Exercise requirements -
Which lines of the data contain the string "function"? Copy every one of them.

▬▬▬▬▬▬▬▬▬▬

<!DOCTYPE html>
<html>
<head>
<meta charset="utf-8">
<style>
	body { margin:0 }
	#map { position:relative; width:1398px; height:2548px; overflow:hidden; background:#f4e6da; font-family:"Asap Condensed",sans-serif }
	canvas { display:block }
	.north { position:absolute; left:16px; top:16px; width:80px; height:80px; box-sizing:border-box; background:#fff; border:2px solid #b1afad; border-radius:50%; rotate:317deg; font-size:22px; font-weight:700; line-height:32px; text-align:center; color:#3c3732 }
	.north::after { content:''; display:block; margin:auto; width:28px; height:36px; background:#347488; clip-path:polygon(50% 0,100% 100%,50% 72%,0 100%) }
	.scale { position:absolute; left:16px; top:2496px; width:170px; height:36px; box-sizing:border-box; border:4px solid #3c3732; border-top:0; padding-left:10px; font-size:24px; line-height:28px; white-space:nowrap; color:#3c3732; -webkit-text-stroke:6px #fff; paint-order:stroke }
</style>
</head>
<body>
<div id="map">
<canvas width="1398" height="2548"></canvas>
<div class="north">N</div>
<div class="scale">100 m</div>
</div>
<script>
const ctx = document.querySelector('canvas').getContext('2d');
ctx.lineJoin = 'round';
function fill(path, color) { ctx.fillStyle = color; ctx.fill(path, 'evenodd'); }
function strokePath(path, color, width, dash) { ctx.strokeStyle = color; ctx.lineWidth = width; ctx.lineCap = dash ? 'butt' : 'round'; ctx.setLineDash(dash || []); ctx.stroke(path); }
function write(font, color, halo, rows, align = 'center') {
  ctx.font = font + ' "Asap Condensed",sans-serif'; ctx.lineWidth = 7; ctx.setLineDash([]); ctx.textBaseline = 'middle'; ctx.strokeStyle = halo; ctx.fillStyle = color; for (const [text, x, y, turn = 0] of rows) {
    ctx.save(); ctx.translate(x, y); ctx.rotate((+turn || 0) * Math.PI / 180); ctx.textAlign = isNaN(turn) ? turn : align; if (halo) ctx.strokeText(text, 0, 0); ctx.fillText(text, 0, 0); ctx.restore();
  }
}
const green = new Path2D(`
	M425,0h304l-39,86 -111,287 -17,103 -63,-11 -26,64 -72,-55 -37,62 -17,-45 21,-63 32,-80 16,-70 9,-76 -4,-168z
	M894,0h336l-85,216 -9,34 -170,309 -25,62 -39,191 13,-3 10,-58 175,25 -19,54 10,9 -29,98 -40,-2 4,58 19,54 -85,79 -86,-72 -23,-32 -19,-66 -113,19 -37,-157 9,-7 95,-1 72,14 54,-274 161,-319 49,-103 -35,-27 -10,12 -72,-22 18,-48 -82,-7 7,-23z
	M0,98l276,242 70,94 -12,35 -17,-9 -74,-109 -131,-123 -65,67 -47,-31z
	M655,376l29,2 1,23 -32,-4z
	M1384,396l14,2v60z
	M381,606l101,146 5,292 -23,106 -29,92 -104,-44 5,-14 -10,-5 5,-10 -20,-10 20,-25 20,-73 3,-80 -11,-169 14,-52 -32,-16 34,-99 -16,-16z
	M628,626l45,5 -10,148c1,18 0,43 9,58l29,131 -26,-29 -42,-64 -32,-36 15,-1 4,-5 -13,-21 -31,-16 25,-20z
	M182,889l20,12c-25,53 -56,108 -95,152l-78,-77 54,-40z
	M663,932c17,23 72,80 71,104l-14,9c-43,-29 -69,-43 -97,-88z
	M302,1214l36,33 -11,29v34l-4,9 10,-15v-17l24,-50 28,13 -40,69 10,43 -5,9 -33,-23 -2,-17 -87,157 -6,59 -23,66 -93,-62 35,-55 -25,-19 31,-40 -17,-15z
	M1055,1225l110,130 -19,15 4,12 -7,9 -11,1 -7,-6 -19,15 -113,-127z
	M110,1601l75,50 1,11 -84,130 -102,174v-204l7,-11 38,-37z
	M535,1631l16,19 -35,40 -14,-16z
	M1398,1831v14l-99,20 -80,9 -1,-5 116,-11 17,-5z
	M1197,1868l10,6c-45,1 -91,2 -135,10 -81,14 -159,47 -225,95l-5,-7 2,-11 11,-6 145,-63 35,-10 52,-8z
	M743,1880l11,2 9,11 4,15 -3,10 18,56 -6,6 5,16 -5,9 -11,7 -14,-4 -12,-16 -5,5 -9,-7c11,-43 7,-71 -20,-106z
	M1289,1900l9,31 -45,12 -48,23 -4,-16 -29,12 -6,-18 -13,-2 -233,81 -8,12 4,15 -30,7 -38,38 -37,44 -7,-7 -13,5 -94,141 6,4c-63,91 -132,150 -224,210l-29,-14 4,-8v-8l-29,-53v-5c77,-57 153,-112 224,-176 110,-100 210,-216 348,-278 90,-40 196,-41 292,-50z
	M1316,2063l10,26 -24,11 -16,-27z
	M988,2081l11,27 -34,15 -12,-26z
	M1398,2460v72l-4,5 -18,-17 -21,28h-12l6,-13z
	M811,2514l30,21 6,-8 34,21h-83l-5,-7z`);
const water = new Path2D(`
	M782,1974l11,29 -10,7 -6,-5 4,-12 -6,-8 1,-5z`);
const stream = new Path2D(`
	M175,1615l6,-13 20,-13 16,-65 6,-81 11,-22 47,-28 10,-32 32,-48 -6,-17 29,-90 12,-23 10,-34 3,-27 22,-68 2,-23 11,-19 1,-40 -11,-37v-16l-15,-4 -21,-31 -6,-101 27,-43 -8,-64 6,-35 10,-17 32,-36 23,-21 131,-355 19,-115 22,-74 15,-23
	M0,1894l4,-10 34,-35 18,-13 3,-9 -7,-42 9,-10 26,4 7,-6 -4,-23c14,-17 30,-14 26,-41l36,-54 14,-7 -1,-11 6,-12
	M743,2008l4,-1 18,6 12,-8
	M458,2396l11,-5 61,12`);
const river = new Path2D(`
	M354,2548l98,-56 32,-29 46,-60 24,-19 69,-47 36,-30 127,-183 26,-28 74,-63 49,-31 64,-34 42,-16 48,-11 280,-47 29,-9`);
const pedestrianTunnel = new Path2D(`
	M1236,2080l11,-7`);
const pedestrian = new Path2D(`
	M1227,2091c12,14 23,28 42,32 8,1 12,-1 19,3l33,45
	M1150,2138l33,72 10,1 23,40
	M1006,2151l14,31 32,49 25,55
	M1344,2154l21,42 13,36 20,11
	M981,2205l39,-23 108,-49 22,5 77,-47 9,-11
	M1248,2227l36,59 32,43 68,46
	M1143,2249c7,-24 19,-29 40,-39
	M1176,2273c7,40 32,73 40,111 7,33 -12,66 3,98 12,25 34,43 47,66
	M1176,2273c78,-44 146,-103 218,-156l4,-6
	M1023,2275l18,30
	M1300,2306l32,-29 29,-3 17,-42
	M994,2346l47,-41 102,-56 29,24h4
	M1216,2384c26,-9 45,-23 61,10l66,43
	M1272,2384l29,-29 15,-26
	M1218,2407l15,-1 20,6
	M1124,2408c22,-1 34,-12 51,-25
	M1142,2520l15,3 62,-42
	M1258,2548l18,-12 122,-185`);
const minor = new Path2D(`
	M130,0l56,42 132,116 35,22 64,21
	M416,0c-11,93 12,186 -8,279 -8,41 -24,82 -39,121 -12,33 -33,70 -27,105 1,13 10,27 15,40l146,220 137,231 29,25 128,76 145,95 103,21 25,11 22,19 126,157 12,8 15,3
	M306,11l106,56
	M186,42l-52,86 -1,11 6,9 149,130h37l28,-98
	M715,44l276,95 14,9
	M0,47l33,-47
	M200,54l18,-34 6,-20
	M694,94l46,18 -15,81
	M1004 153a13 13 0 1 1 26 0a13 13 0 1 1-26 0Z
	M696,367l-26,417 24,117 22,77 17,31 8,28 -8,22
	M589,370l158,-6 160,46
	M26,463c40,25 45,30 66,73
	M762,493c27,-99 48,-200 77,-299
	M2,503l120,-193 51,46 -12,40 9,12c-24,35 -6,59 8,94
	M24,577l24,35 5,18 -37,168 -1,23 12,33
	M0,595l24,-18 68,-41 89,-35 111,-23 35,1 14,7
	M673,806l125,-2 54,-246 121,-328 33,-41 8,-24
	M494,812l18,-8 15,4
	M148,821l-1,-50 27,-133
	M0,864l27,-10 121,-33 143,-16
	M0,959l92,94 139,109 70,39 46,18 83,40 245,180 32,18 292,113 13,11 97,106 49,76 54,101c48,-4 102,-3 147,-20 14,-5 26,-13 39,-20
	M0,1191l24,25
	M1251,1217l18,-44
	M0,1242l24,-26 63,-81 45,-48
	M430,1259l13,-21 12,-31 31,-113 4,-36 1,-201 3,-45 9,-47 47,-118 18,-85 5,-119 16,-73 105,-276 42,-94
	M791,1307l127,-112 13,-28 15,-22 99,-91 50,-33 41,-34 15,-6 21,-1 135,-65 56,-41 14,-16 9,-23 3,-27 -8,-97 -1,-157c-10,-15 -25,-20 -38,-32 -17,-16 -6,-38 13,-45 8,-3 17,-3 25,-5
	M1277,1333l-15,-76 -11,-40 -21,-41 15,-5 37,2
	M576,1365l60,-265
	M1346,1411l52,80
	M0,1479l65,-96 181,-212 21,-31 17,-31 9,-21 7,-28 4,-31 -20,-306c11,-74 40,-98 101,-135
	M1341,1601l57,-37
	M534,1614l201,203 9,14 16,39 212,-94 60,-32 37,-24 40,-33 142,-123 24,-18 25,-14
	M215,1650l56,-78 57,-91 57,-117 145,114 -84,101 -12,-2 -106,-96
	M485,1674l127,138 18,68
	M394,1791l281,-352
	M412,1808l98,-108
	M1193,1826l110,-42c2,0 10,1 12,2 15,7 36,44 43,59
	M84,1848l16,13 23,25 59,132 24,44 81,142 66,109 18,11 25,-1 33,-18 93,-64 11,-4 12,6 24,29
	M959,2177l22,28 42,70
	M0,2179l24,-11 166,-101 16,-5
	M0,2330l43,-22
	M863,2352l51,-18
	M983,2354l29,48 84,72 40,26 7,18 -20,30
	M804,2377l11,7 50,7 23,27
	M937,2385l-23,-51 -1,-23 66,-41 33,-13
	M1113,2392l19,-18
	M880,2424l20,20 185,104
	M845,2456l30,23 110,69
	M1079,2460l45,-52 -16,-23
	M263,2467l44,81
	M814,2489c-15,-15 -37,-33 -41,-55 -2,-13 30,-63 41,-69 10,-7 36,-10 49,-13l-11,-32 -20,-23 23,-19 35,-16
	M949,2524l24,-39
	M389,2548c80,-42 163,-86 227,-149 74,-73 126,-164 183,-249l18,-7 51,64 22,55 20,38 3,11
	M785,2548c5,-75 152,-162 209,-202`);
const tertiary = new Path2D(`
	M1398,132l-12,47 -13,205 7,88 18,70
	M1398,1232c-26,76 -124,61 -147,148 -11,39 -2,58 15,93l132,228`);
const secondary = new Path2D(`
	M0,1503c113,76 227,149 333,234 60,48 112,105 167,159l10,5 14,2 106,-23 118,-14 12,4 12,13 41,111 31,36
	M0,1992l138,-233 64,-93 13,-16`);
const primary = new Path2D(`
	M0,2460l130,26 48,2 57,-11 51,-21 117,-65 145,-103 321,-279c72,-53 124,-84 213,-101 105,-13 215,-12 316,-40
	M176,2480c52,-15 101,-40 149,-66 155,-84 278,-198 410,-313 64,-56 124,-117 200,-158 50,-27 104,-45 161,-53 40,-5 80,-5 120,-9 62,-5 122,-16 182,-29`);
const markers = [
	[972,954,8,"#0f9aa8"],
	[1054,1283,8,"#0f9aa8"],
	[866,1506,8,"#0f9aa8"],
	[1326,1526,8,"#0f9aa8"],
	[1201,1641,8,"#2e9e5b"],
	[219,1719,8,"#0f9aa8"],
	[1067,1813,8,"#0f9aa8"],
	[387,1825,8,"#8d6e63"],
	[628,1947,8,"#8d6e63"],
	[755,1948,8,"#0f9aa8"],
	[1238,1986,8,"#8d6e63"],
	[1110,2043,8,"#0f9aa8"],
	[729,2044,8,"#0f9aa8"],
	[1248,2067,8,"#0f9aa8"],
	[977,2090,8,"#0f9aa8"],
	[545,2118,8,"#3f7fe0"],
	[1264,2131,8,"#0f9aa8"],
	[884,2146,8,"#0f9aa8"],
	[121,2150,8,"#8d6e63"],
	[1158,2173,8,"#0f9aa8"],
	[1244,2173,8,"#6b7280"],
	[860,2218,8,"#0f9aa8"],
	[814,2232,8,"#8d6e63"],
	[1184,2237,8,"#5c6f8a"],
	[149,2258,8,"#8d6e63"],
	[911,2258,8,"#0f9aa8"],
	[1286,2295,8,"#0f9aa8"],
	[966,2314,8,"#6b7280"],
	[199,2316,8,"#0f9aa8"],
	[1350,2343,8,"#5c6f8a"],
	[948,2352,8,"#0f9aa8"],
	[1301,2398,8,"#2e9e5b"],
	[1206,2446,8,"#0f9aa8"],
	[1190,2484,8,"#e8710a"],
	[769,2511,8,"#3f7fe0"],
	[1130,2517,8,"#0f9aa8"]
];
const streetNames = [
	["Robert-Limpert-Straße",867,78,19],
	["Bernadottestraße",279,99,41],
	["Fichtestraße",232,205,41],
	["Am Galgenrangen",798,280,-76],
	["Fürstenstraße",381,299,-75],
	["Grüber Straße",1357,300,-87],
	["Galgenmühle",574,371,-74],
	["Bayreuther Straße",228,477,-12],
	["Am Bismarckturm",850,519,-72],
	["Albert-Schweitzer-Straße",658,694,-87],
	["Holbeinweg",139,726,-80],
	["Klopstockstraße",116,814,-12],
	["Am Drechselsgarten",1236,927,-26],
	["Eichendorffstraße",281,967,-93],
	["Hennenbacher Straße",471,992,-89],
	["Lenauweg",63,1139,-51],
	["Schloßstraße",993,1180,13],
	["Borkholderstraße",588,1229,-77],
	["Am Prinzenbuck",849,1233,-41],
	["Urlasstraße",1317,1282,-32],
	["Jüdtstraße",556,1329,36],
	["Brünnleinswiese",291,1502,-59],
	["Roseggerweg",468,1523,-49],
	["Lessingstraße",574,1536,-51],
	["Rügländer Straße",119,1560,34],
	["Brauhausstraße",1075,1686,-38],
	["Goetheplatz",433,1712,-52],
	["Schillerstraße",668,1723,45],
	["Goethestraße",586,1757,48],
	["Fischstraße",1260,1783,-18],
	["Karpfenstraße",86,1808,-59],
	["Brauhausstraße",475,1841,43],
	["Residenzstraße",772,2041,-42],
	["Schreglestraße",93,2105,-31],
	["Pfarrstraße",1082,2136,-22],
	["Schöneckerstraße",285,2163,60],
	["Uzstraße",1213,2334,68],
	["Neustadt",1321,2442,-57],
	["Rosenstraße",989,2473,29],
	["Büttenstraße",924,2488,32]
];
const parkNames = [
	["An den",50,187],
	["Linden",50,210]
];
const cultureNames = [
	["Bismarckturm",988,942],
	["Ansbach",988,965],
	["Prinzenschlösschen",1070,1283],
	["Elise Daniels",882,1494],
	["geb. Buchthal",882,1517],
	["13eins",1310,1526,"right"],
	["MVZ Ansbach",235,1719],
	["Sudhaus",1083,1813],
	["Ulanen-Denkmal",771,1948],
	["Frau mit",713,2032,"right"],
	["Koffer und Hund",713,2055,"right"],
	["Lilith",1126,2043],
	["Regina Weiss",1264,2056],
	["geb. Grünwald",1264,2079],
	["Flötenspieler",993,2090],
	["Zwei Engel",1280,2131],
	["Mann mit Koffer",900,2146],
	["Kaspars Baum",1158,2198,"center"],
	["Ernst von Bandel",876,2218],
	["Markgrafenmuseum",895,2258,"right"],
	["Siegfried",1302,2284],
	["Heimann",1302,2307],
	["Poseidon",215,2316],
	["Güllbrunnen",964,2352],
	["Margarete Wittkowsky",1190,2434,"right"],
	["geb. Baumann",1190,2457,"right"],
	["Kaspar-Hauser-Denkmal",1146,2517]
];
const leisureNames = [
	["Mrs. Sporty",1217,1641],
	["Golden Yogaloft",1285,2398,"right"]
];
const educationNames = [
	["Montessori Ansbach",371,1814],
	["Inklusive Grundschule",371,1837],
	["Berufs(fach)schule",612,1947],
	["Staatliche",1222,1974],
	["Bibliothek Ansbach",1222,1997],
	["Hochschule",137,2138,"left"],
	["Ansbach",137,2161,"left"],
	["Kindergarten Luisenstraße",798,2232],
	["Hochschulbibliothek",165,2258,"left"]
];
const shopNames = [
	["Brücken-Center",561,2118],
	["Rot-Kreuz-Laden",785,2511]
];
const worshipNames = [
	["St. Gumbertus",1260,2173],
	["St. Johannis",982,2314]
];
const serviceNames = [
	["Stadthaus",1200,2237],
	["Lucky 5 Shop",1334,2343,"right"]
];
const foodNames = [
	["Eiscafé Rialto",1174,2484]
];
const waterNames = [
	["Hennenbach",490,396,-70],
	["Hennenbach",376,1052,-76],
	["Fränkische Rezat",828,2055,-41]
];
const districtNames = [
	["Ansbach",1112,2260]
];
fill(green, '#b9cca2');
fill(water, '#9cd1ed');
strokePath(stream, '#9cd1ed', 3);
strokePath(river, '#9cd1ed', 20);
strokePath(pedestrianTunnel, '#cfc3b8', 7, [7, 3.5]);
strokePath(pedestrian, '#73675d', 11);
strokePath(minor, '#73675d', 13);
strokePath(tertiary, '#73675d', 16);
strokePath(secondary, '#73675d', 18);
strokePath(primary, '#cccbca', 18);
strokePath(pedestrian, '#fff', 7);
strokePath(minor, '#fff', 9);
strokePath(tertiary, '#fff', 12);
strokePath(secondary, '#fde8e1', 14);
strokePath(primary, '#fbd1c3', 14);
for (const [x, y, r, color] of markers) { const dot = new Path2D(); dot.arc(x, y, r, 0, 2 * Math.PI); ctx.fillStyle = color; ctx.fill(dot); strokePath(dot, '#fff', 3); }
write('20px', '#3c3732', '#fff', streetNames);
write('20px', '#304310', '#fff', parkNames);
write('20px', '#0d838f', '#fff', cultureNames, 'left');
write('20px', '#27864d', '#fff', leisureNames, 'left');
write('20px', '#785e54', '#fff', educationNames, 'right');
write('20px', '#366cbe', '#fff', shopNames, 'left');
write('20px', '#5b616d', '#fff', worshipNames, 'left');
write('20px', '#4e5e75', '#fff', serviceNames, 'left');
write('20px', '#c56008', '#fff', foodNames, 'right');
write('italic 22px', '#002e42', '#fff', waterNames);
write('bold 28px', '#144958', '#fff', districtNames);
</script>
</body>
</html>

▬▬▬▬▬▬▬▬▬▬

Response area -
function fill(path, color) { ctx.fillStyle = color; ctx.fill(path, 'evenodd'); }
function strokePath(path, color, width, dash) { ctx.strokeStyle = color; ctx.lineWidth = width; ctx.lineCap = dash ? 'butt' : 'round'; ctx.setLineDash(dash || []); ctx.stroke(path); }
function write(font, color, halo, rows, align = 'center') {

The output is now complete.